The largest supermarket chain went into the red for the first time in 20 years / Russian media
One of Russia's largest retailers, Magnit, has been in the red for the first time in two decades, suffering losses of over 22 billion rubles. By the end of 2025, the company had effectively collapsed.
Why did Magnit become unprofitable in Russia?
The chain has over 32,000 retail outlets and previously grew steadily, but in 2025 it reported a loss of 22.5 billion rubles, RBC-Ukraine writes.
The financial failure became known from the reporting of the key structure of the group – JSC “Tander”, which manages the stores “Magnit” and “Magnit Cosmetics”.
At first glance, sales even increased – revenue grew by about 11% and exceeded 3 trillion rubles. But this money was simply “eaten up” by expenses:
- The biggest hit is loans. Due to the high key rate in Russia, debt servicing has become much more expensive: costs have jumped by almost three quarters. Virtually all profits have gone to payments to banks.
- The second reason is the savings of buyers. Russians choose the cheapest products and cut costs. In order not to lose customers, Magnit kept prices at a minimum, but this hit the profitability of the business hard.
By the way, the story of Magnit is not an isolated case. Other large Russian companies, including Lukoil, Severstal, and Rusal, have found themselves in a similar situation. High interest rates and a general economic downturn are gradually “suffocating” even the largest businesses.
Analysts say that if even grocery chains start to operate in the red, it's a signal of serious problems in the entire economy.
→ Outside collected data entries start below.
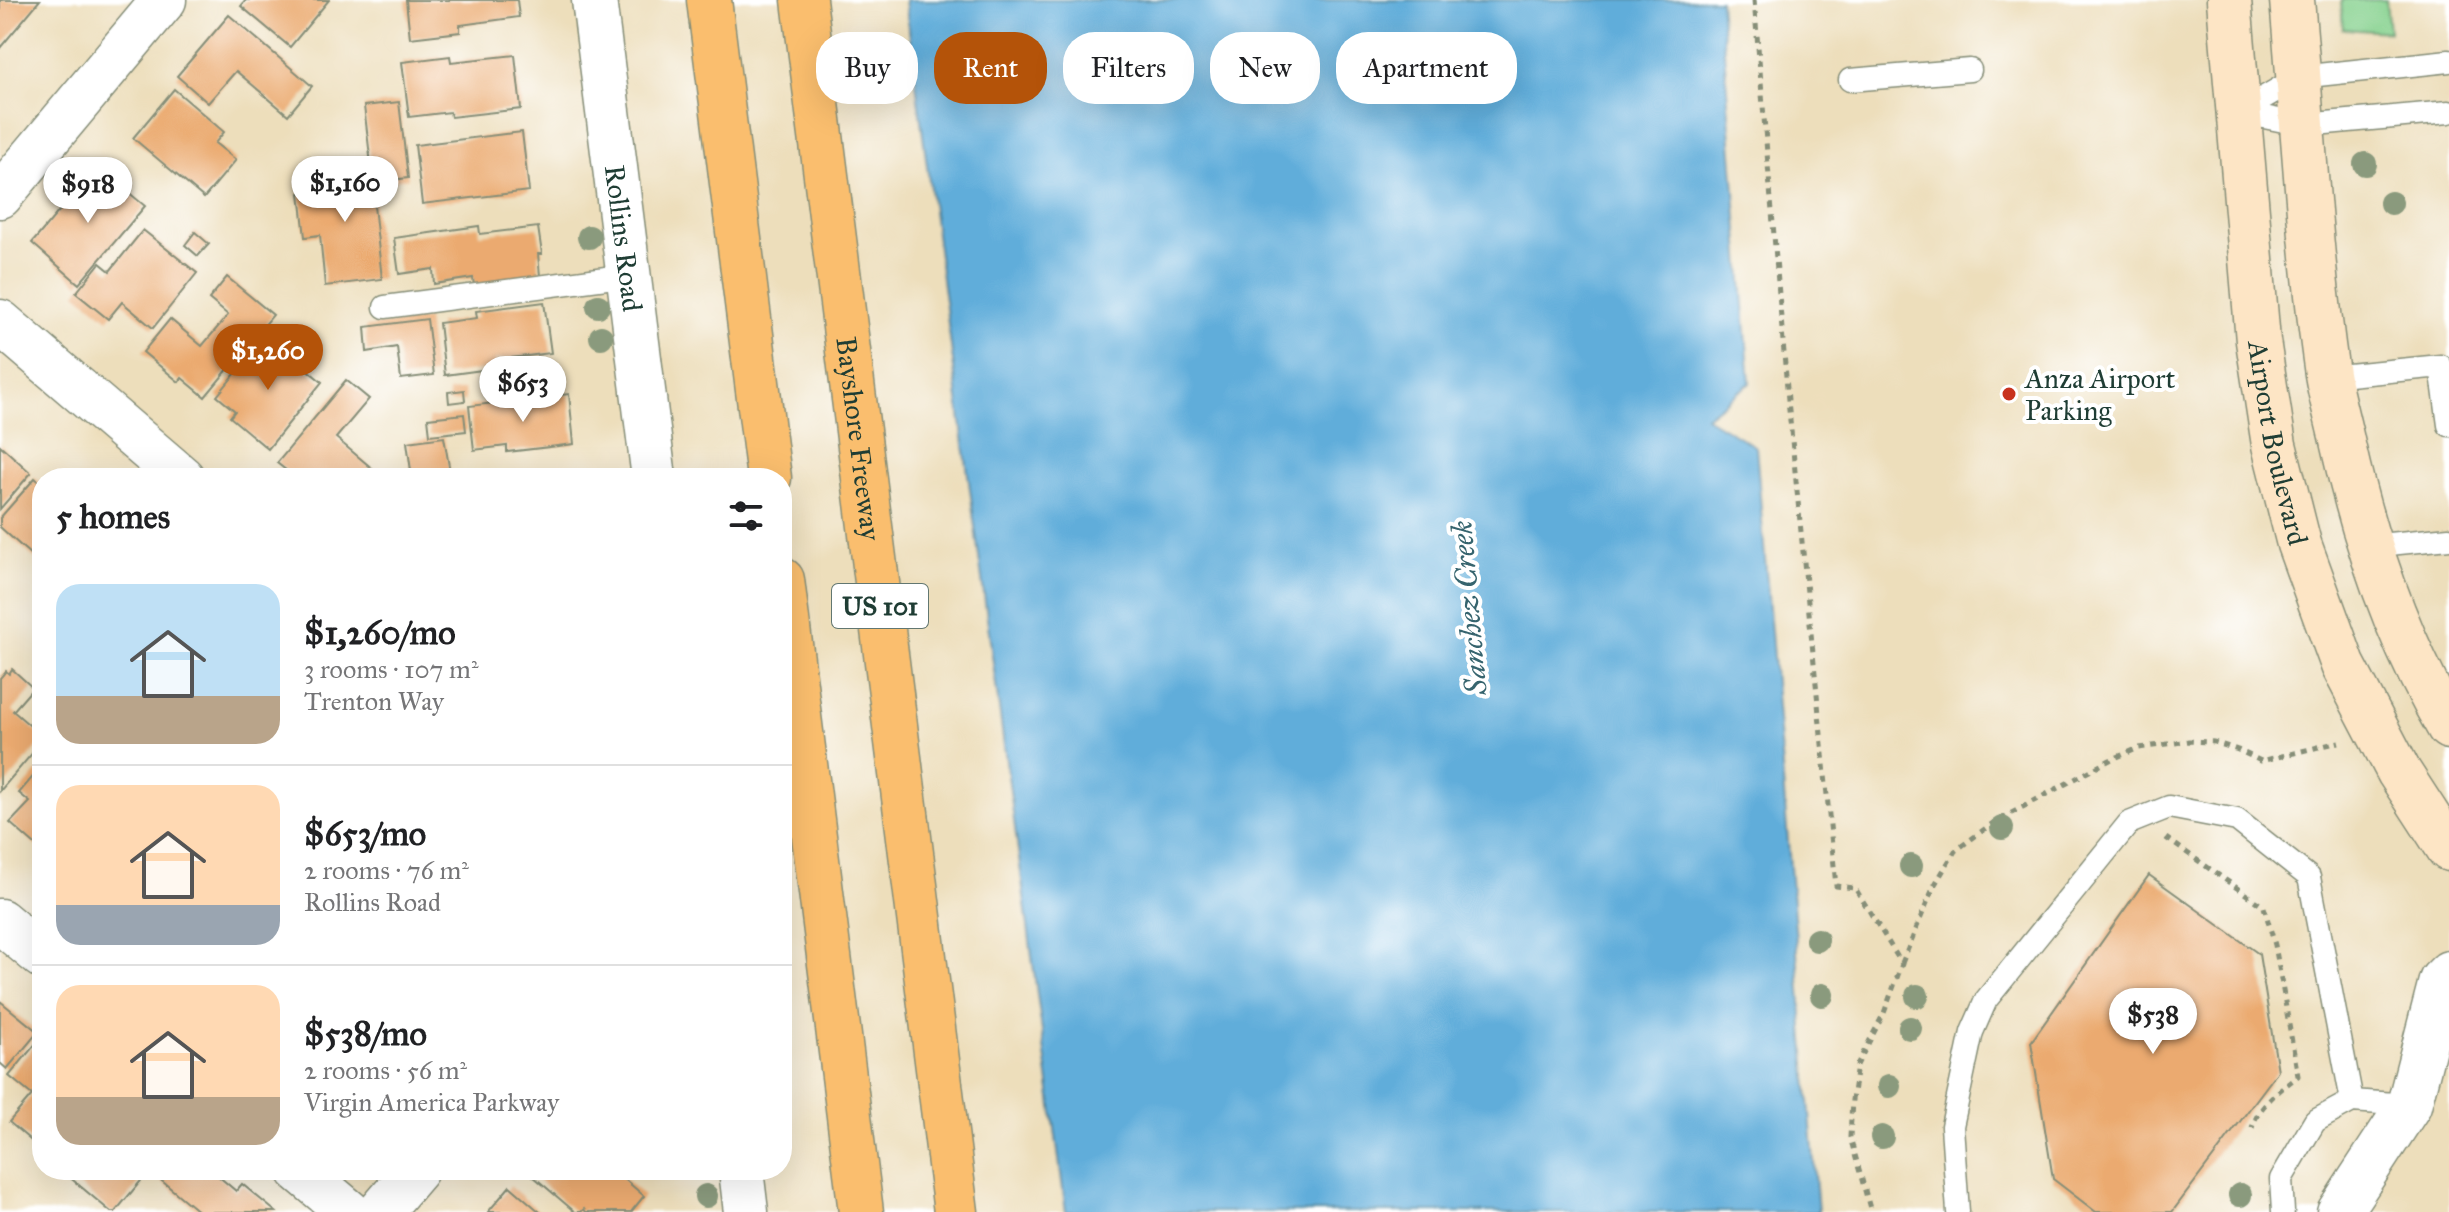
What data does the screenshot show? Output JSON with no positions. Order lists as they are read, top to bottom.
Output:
{
  "streets": {
    "highway": ["Bayshore Freeway", "US 101"],
    "main road": ["Airport Boulevard"],
    "street": ["Rollins Road"]
  },
  "water": ["Sanchez Creek"],
  "places": ["Anza Airport Parking"],
  "page": {
    "chip": [
      "Buy",
      "Rent",
      "Filters",
      "New",
      "Apartment"
    ],
    "price": [
      "$1,160",
      "$918",
      "$1,260",
      "$653",
      "$538"
    ],
    "heading": "5 homes",
    "list": [
      {
        "name": "$1,260/mo",
        "note": "3 rooms · 107 m² · Trenton Way"
      },
      {
        "name": "$653/mo",
        "note": "2 rooms · 76 m² · Rollins Road"
      },
      {
        "name": "$538/mo",
        "note": "2 rooms · 56 m² · Virgin America Parkway"
      }
    ]
  }
}
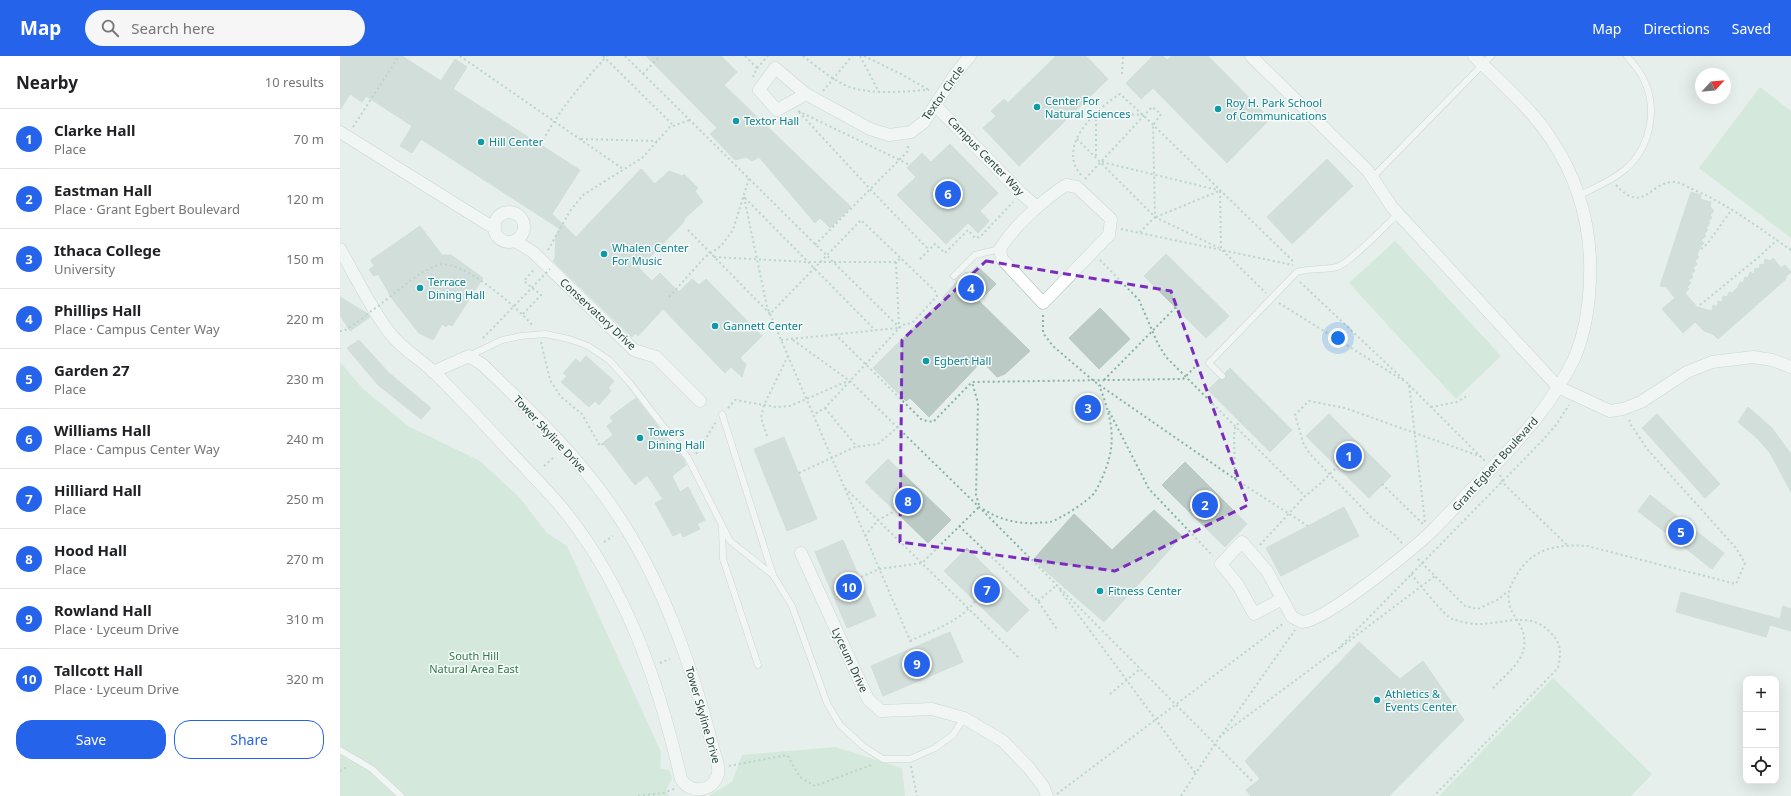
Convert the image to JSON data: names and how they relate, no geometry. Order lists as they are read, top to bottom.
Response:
{
  "streets": {
    "street": [
      "Textor Circle",
      "Campus Center Way",
      "Conservatory Drive",
      "Tower Skyline Drive",
      "Grant Egbert Boulevard",
      "Lyceum Drive"
    ]
  },
  "crossings": [
    ["Textor Circle", "Campus Center Way"]
  ],
  "parks": ["South Hill Natural Area East"],
  "places": [
    "Center For Natural Sciences",
    "Roy H. Park School of Communications",
    "Textor Hall",
    "Hill Center",
    "Whalen Center For Music",
    "Terrace Dining Hall",
    "Gannett Center",
    "Egbert Hall",
    "Towers Dining Hall",
    "Fitness Center",
    "Athletics & Events Center"
  ],
  "north": "top right",
  "page": {
    "header": "Map",
    "search": "Search here",
    "nav": ["Map", "Directions", "Saved"],
    "heading": ["Nearby", "10 results"],
    "list": [
      {
        "mark": "1",
        "name": "Clarke Hall",
        "note": "Place",
        "value": "70 m"
      },
      {
        "mark": "2",
        "name": "Eastman Hall",
        "note": "Place · Grant Egbert Boulevard",
        "value": "120 m"
      },
      {
        "mark": "3",
        "name": "Ithaca College",
        "note": "University",
        "value": "150 m"
      },
      {
        "mark": "4",
        "name": "Phillips Hall",
        "note": "Place · Campus Center Way",
        "value": "220 m"
      },
      {
        "mark": "5",
        "name": "Garden 27",
        "note": "Place",
        "value": "230 m"
      },
      {
        "mark": "6",
        "name": "Williams Hall",
        "note": "Place · Campus Center Way",
        "value": "240 m"
      },
      {
        "mark": "7",
        "name": "Hilliard Hall",
        "note": "Place",
        "value": "250 m"
      },
      {
        "mark": "8",
        "name": "Hood Hall",
        "note": "Place",
        "value": "270 m"
      },
      {
        "mark": "9",
        "name": "Rowland Hall",
        "note": "Place · Lyceum Drive",
        "value": "310 m"
      },
      {
        "mark": "10",
        "name": "Tallcott Hall",
        "note": "Place · Lyceum Drive",
        "value": "320 m"
      }
    ],
    "pins": [
      "6",
      "4",
      "3",
      "1",
      "8",
      "2",
      "5",
      "10",
      "7",
      "9"
    ],
    "map_buttons": ["+", "−"],
    "buttons": ["Save", "Share"]
  }
}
And it's no longer possible to hide them behind revenue growth.
What is the situation in the Russian economy and what is known about the budget deficit?
Russia's budget deficit in the first 2 months of 2026 widened to 3.45 trillion rubles, or 1.5% of GDP, almost reaching the annual forecast, The Moscow Times reports.
Interestingly, economist Ivan Us told Channel 24 that late last year the Russian government reported that the budget deficit was supposedly 5.7 trillion rubles. However, the former first deputy head of the Central Bank of Russia stated that the real deficit was actually somewhere around 8 trillion.

Ivan Us
Chief Consultant, Center for Foreign Policy Studies, National Institute for Strategic Studies
The thing is that the Russians postponed certain expenses from 2025 to 2026. And such a significant deficit in 2 months of 2026 is the reason for this.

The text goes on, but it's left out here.